AUDITIONS – LOVE THEM OR LOATHE THEM?

by Matthew Malthouse

To most people when they think of auditions, they think of X-Factor or Britain’s Got Talent. No matter what level you perform at, auditions are part of an actor’s life – the school nativity, part-time drama group, local amateur dramatics society or even West End professional, one thing that remains consistent throughout is auditioning.
Whether you love or hate them, thrive under the pressure, or crumble every time, the reality is, auditions will always exist for actors.
According to Wikipedia: ‘Audition’ is rooted in the Latin verb ‘audire’, meaning ‘to hear’, and was first used in the late 16th Century to refer to the power or sense of hearing. … It wasn’t until late 19th Century that the noun ‘audition’ began being used for an entertainer’s trial performance.


I love the description ‘trial performance’ it conjures up the image of proving yourself to a jury, which is exactly how an audition can sometimes feel!

What is an audition?
If you are reading this, I imagine you are very familiar with auditions. If you have never had to audition… lucky you!
The format of auditions remains exactly the same no matter what level you are at.
They tend to follow this pattern:

  • Wait outside audition room pacing nervously.
  • Walking in the room – it suddenly feels the length of a football pitch.
  • Couple of minutes of awkward nervous chat.
  • Three to five minutes performing your songs, scenes or monologues – at this point your own internal monologue is going haywire. Clogging your brain with a series of unhelpful
    thoughts.
  • Awkward goodbye and long walk to exit.
  • Spend the next few days agonising over what you should or could have done better.

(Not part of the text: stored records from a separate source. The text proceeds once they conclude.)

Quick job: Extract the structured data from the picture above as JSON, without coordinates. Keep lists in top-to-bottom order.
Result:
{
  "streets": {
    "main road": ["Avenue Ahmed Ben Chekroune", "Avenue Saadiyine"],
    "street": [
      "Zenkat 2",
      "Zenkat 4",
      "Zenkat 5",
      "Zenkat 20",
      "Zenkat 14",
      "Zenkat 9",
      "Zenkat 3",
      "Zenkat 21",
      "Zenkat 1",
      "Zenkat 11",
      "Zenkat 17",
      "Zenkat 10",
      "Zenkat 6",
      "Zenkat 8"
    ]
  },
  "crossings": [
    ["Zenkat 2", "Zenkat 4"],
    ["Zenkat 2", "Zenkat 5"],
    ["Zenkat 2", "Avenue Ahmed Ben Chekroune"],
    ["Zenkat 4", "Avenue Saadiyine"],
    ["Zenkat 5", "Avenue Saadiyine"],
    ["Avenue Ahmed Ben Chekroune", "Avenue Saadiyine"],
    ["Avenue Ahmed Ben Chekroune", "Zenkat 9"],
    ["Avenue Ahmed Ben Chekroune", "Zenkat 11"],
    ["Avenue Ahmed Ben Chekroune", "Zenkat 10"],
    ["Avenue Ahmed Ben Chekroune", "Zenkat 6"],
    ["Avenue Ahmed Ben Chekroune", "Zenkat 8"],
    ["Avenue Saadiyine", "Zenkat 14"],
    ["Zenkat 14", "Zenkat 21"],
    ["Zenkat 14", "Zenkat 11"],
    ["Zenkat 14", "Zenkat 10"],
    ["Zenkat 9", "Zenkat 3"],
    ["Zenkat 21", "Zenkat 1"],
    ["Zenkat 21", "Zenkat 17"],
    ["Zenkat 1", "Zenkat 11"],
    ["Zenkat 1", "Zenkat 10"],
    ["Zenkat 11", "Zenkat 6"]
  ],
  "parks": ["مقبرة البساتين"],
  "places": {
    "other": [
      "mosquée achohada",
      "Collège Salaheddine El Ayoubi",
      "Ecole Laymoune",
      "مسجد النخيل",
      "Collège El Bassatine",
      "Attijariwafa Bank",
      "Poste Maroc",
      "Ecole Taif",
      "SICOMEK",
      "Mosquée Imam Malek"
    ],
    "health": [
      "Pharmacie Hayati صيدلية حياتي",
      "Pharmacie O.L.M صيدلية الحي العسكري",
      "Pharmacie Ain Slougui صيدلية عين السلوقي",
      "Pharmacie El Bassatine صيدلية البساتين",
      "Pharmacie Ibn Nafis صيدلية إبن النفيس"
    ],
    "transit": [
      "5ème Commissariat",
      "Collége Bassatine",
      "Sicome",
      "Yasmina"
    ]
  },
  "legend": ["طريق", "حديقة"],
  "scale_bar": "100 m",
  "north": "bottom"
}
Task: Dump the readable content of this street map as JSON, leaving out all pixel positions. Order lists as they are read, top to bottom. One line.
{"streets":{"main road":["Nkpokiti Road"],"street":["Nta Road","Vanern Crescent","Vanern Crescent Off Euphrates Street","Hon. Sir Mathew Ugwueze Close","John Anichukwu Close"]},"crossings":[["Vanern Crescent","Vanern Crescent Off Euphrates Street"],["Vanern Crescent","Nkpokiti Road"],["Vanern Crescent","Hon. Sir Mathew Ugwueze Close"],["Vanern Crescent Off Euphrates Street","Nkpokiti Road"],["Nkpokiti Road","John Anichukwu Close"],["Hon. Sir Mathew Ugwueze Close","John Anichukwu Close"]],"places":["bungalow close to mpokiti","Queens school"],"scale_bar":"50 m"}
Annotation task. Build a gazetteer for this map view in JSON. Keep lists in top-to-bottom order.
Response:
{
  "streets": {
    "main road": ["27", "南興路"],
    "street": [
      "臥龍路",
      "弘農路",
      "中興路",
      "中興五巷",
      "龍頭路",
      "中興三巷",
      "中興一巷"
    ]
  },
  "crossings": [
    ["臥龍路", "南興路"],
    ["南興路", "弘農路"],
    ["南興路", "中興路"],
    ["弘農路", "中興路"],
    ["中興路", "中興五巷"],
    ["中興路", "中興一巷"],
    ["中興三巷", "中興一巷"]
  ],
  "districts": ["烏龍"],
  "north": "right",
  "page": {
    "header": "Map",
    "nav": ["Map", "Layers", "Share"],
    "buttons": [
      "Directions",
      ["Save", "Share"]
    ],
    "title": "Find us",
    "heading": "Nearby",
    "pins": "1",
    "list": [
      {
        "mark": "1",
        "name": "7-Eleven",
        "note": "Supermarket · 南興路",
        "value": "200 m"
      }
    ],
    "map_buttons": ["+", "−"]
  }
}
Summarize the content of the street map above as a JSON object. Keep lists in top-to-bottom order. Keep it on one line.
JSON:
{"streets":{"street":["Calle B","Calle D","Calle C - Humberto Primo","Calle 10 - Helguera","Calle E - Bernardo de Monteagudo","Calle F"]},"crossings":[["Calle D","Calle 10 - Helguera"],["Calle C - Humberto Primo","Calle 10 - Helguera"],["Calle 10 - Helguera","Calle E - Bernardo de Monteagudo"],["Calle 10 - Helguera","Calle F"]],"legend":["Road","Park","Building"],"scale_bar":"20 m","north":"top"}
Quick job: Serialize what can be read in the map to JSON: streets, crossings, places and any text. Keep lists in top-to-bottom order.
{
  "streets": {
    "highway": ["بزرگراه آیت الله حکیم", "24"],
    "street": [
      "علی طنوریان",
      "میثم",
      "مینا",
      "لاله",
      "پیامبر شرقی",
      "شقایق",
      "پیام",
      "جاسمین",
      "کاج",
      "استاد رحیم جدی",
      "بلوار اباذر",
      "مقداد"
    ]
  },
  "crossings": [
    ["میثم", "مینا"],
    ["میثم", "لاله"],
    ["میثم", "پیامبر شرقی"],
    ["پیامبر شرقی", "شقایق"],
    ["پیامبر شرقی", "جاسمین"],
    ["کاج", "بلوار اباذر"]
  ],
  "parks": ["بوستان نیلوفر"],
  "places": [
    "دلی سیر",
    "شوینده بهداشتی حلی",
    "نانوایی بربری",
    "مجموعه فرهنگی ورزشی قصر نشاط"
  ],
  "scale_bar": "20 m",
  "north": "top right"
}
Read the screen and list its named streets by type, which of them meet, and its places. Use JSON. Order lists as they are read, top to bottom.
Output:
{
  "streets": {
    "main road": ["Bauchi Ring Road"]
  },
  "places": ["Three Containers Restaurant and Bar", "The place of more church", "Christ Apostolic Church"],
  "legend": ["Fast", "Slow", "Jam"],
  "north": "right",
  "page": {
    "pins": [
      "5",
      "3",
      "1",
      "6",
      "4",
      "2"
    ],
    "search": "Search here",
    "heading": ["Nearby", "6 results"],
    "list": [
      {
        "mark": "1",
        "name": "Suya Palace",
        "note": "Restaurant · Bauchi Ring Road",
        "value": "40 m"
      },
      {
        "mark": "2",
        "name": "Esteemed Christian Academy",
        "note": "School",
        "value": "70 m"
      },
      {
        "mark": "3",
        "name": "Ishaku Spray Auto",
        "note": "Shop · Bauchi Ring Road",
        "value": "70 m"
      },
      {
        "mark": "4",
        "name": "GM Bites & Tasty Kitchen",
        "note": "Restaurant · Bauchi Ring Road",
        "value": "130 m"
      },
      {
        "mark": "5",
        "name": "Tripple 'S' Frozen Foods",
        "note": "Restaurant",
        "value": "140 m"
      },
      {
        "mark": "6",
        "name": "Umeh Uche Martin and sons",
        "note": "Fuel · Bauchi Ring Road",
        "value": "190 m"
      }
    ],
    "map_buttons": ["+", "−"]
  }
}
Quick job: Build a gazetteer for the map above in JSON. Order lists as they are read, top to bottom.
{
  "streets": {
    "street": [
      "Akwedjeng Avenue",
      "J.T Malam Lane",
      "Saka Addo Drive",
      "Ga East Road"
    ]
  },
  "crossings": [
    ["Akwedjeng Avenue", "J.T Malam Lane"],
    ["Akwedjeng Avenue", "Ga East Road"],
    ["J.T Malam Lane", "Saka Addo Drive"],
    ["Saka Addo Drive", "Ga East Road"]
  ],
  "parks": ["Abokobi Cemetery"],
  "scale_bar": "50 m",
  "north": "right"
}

Sound familiar? The problem with auditions is there is no real alternative to them. Many directors and casting directors have expressed that they feel auditions sometimes don’t get the best out of actors, but they just don’t have another viable alternative. I say viable with caution as that word can be triggering to actors… remember Fatima?


Self-tapes have become more and more popular for professional actors and drama schools. They are great as a first round as they allow casting directors to see more actors and save money on room-hire costs, meaning more people get the opportunity to audition even if it is remotely.

Don’t know what a self-tape is? Here is a tutorial I did to make a professional looking self-tape…

A lot of professional actors prefer self-tape auditions because you get the chance to re-do them if you aren’t happy with how you perform.

The majority of the time you will still be required to have an in-person audition to secure the job/part/ role or a place at drama school.

An in-person audition gives the creative team/panel a chance to see what your working relationship would be like and how you respond to direction and notes. This is especially important in drama school auditions where they will be working with you for three years.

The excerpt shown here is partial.